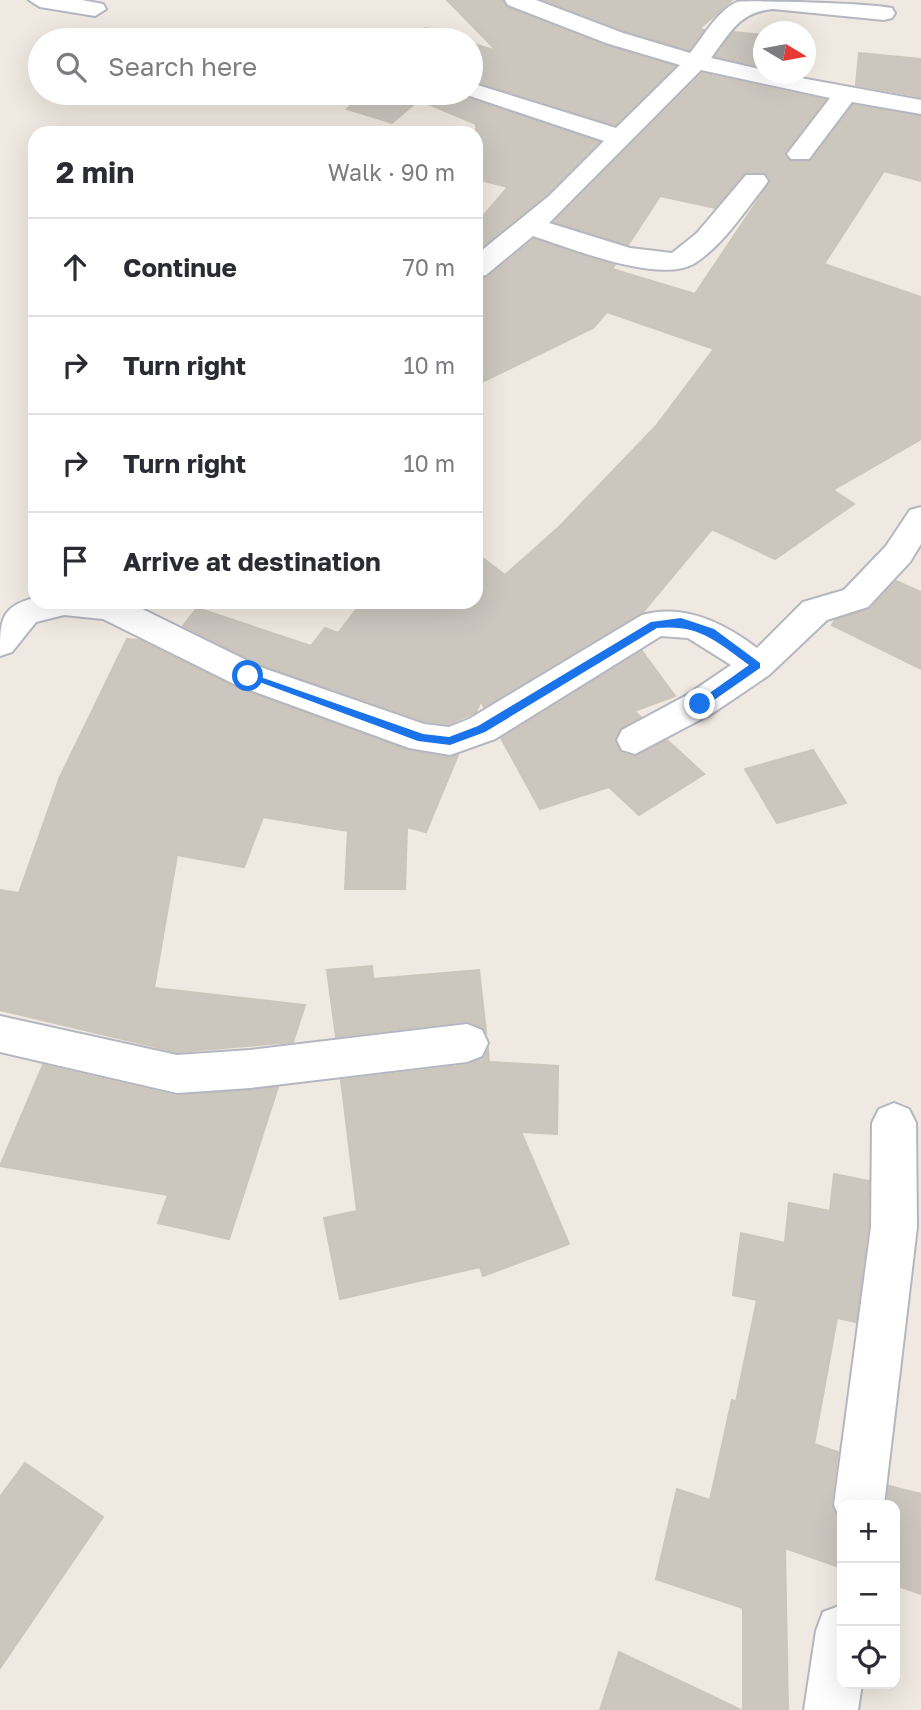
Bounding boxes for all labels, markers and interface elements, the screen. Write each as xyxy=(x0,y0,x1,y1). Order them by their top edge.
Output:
north arrow xyxy=(753,21,816,84)
search box xyxy=(28,28,483,105)
icon: search xyxy=(52,48,90,86)
text: Search here xyxy=(108,51,257,82)
text: 2 min xyxy=(56,154,134,190)
text: Walk · 90 m xyxy=(328,158,455,186)
icon: ahead xyxy=(56,248,94,286)
text: Continue xyxy=(123,252,237,283)
text: 70 m xyxy=(402,253,455,281)
icon: right xyxy=(56,346,94,384)
text: Turn right xyxy=(123,350,246,381)
text: 10 m xyxy=(403,351,455,379)
icon: right xyxy=(56,444,94,482)
text: Turn right xyxy=(123,448,246,479)
text: 10 m xyxy=(403,449,455,477)
icon: arrive xyxy=(56,542,94,580)
text: Arrive at destination xyxy=(123,546,381,577)
route start xyxy=(232,660,263,691)
route end xyxy=(684,688,715,719)
map controls xyxy=(837,1500,900,1689)
button: + xyxy=(837,1500,900,1563)
button: − xyxy=(837,1563,900,1626)
button: locate xyxy=(837,1626,900,1689)

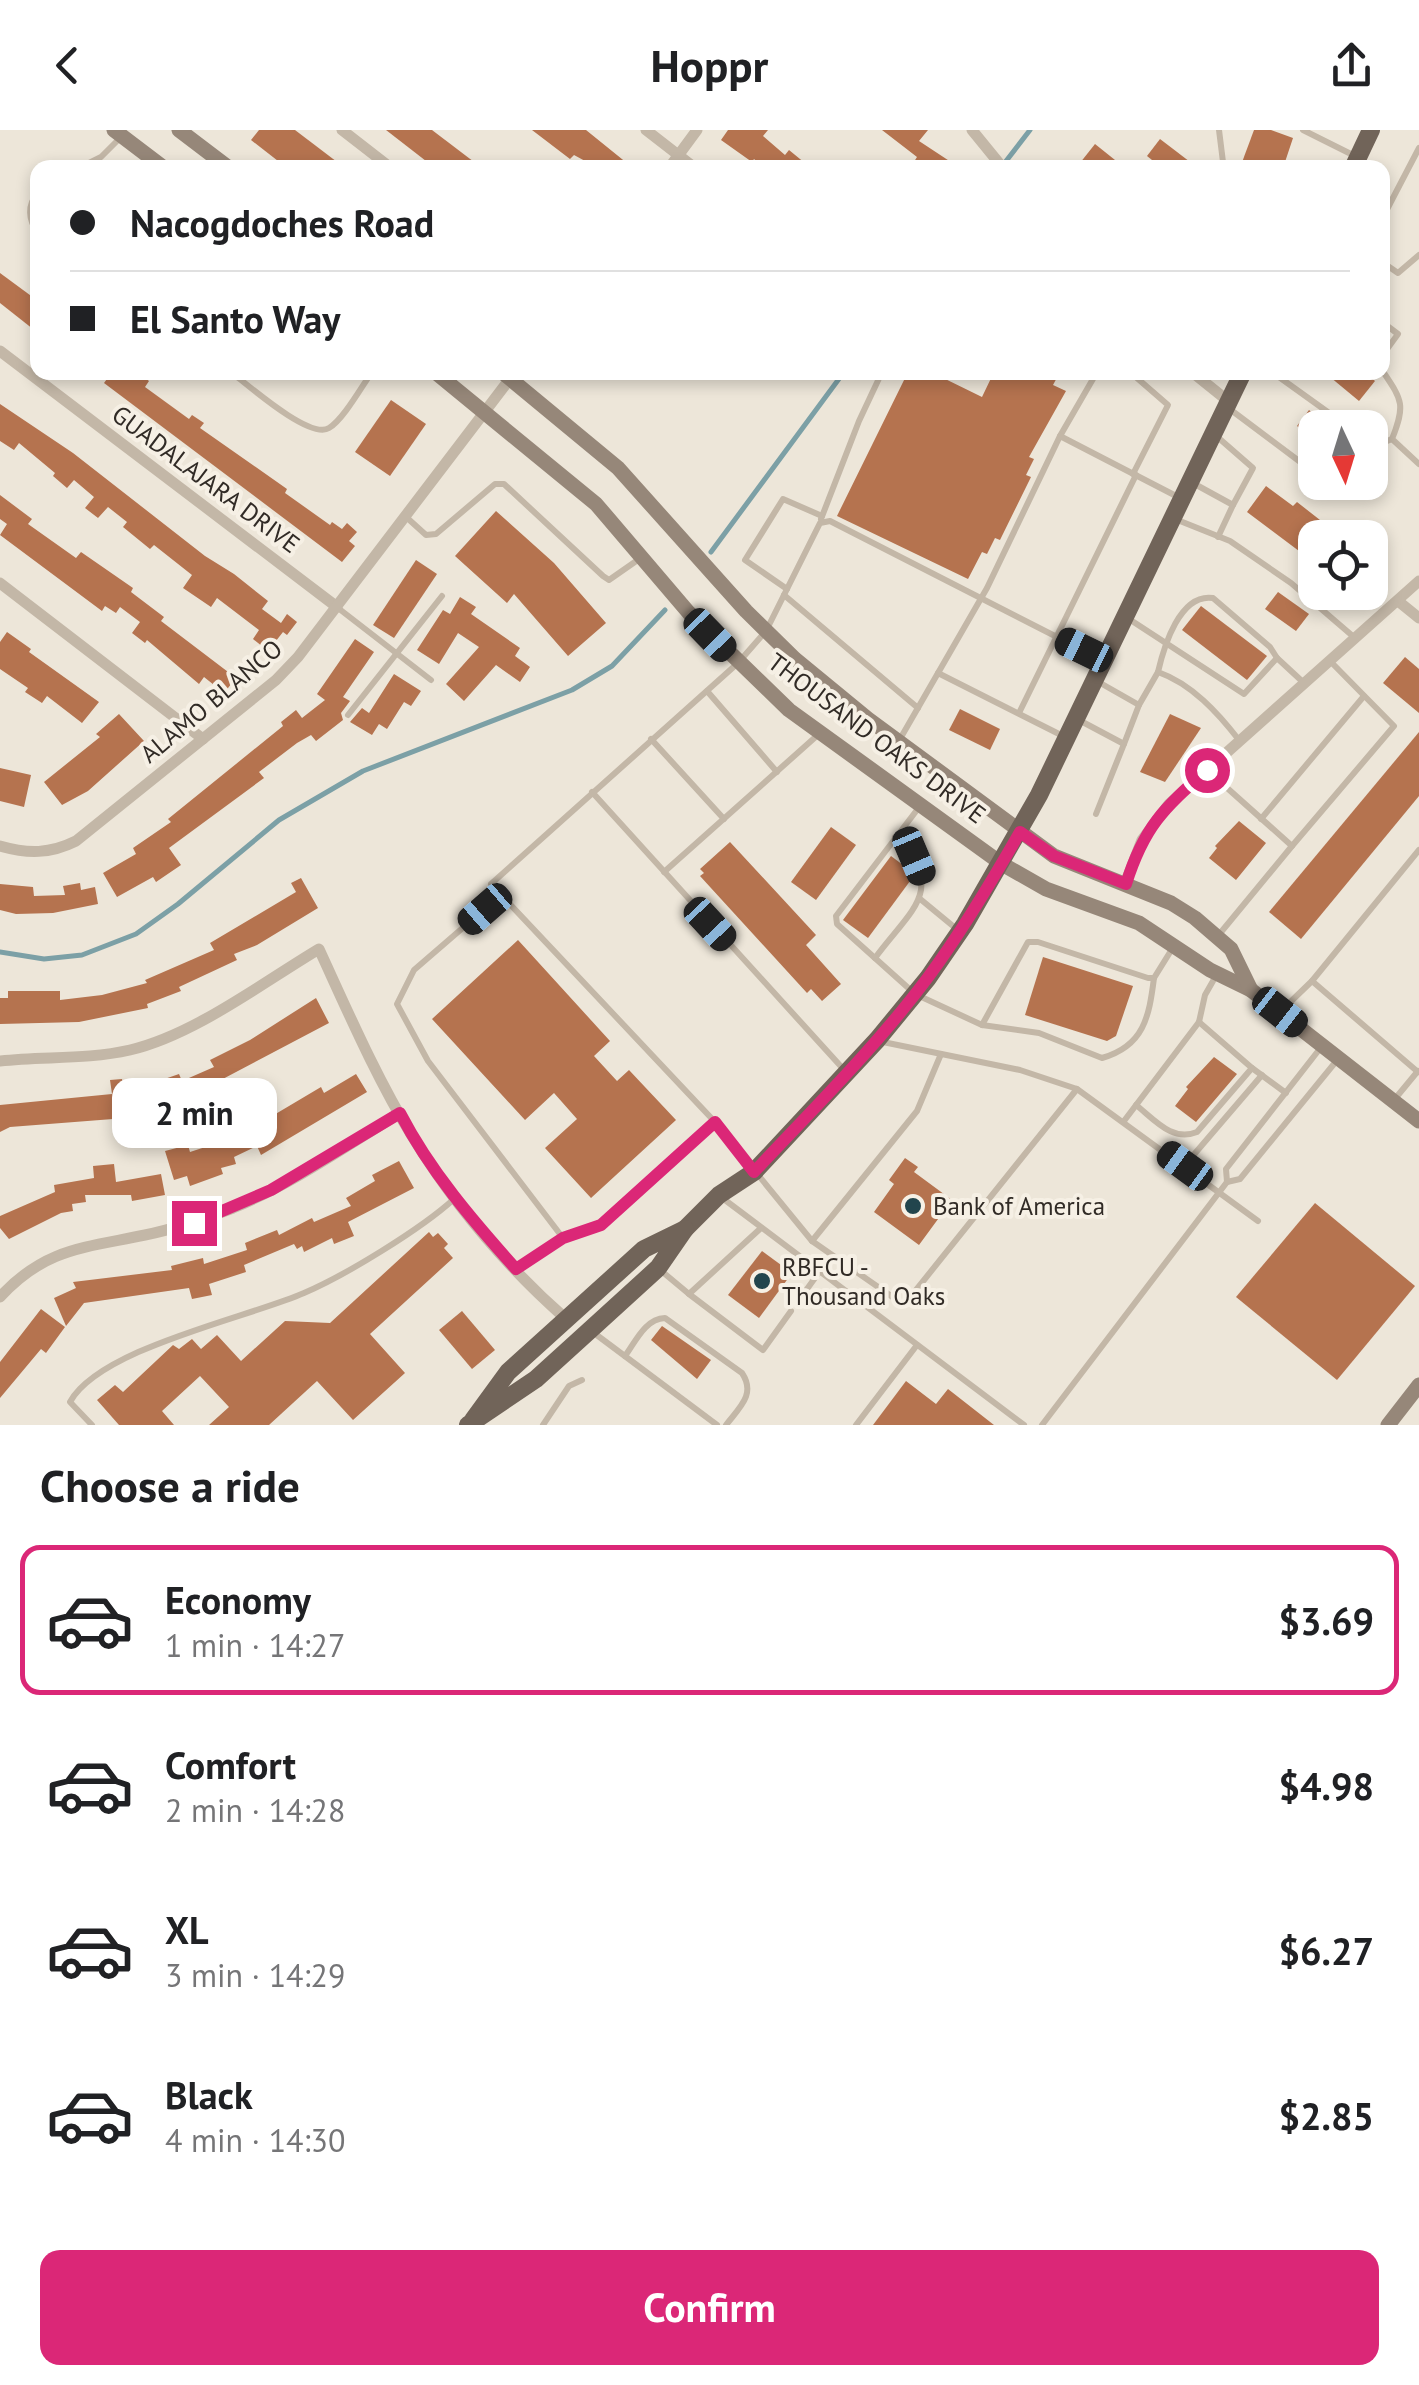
====================
- _Your goal_: Reproduce the material word for word, but without its images.

- _Answer to this exercise_:
Bounding boxes for all labels, markers and interface elements, the screen. Write each as xyxy=(x0,y0,x1,y1). Order them by their top edge.
Output:
north arrow xyxy=(753,21,816,84)
search box xyxy=(28,28,483,105)
icon: search xyxy=(52,48,90,86)
text: Search here xyxy=(108,51,257,82)
text: 2 min xyxy=(56,154,134,190)
text: Walk · 90 m xyxy=(328,158,455,186)
icon: ahead xyxy=(56,248,94,286)
text: Continue xyxy=(123,252,237,283)
text: 70 m xyxy=(402,253,455,281)
icon: right xyxy=(56,346,94,384)
text: Turn right xyxy=(123,350,246,381)
text: 10 m xyxy=(403,351,455,379)
icon: right xyxy=(56,444,94,482)
text: Turn right xyxy=(123,448,246,479)
text: 10 m xyxy=(403,449,455,477)
icon: arrive xyxy=(56,542,94,580)
text: Arrive at destination xyxy=(123,546,381,577)
route start xyxy=(232,660,263,691)
route end xyxy=(684,688,715,719)
map controls xyxy=(837,1500,900,1689)
button: + xyxy=(837,1500,900,1563)
button: − xyxy=(837,1563,900,1626)
button: locate xyxy=(837,1626,900,1689)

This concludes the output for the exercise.